The Climate Change Authority (CCA) says industry groups should not be concerned about aggressive reductions in greenhouse gas emissions unfairly harming energy-hungry industries.

The CCA’s new report on Australia's future emissions targets includes a call for a 30 per cent cut by 2025, based on greenhouse gas levels from 2000.

The authority says the emissions target should be based on broad national interests, and not be weakened to protect certain businesses.

“Feedback from the discussions on the benefits and costs of the Authority's recommended targets tended to reflect the perceived implications of the targets for the balance sheets of particular stakeholders,” the report said.

“Industry groups were obviously concerned that Australia's targets should not create heavy cost burdens for Australian businesses, or undermine their international competitiveness.”

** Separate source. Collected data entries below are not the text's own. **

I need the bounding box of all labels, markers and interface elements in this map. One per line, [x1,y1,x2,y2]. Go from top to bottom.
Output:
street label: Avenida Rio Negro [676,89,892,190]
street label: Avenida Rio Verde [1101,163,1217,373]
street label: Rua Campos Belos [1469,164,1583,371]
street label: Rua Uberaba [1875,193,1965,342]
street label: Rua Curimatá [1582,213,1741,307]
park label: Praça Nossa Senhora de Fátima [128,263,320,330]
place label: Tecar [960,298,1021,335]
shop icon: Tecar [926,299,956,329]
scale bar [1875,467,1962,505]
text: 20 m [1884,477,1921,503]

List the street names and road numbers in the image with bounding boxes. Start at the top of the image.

The CCA said businesses providing submissions had observed that “Australia's future, including its economy, was about much more than mining, with some emphasising avoidance of the harmful consequences of dangerous climate change”

It found that emissions-intensive and trade-exposed sectors “make up rather less than 10 per cent of the whole economy”.

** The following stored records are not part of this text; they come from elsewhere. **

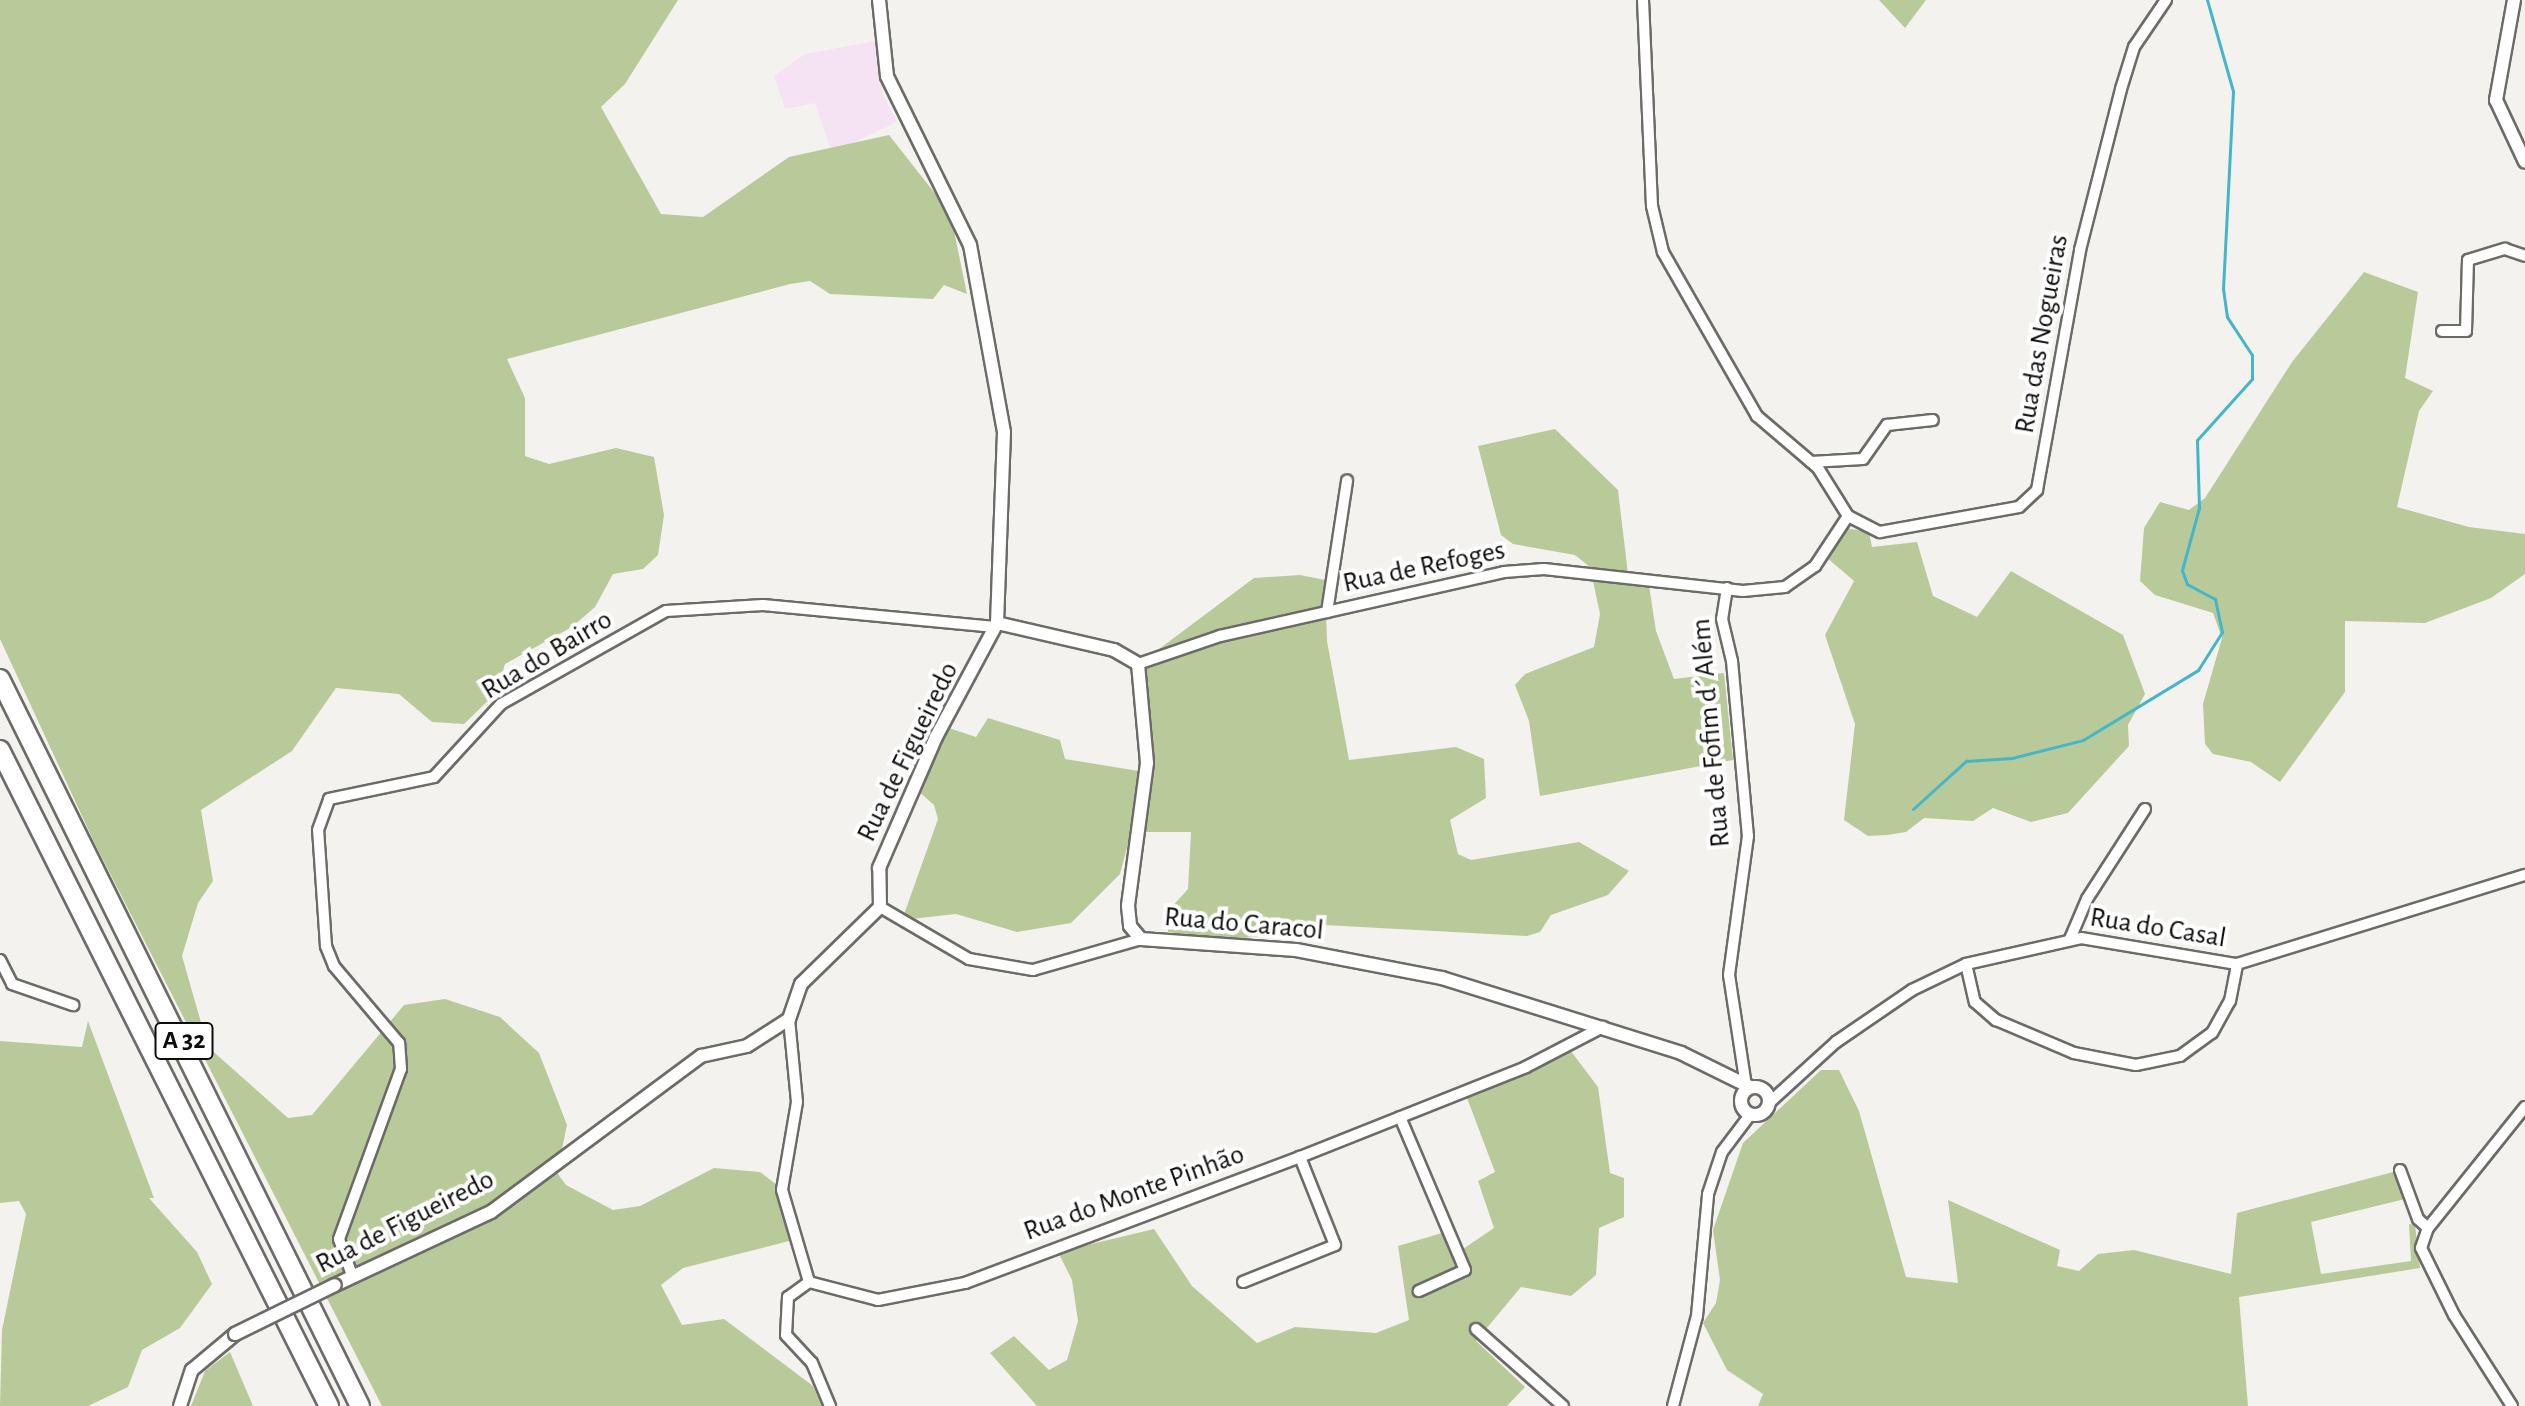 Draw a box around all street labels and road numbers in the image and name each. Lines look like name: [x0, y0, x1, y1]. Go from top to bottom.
street label: Rua das Nogueiras: [2008, 232, 2076, 436]
street label: Rua de Refoges: [1340, 533, 1508, 601]
street label: Rua do Bairro: [476, 603, 618, 707]
street label: Rua de Fofim d´Além: [1684, 617, 1738, 849]
street label: Rua de Figueiredo: [850, 657, 966, 847]
street label: Rua do Caracol: [1163, 900, 1325, 948]
street label: Rua do Casal: [2088, 901, 2228, 955]
road number: A 32: [154, 1019, 214, 1063]
street label: Rua do Monte Pinhão: [1019, 1138, 1249, 1248]
street label: Rua de Figueiredo: [310, 1163, 500, 1281]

The report states that if Australia meets a 30 per cent emissions target, it would still have a more emissions-intensive economy than any major developed country expect Canada.

Greens leader Richard Di Natale said the target is within reach, but doubts the Government will adopt it.

“I'm calling on the Abbott Government to back those targets but if recent history is anything to go by, it'll continue with its head in the sand, backward looking isolationist approach to climate change,” he told the ABC.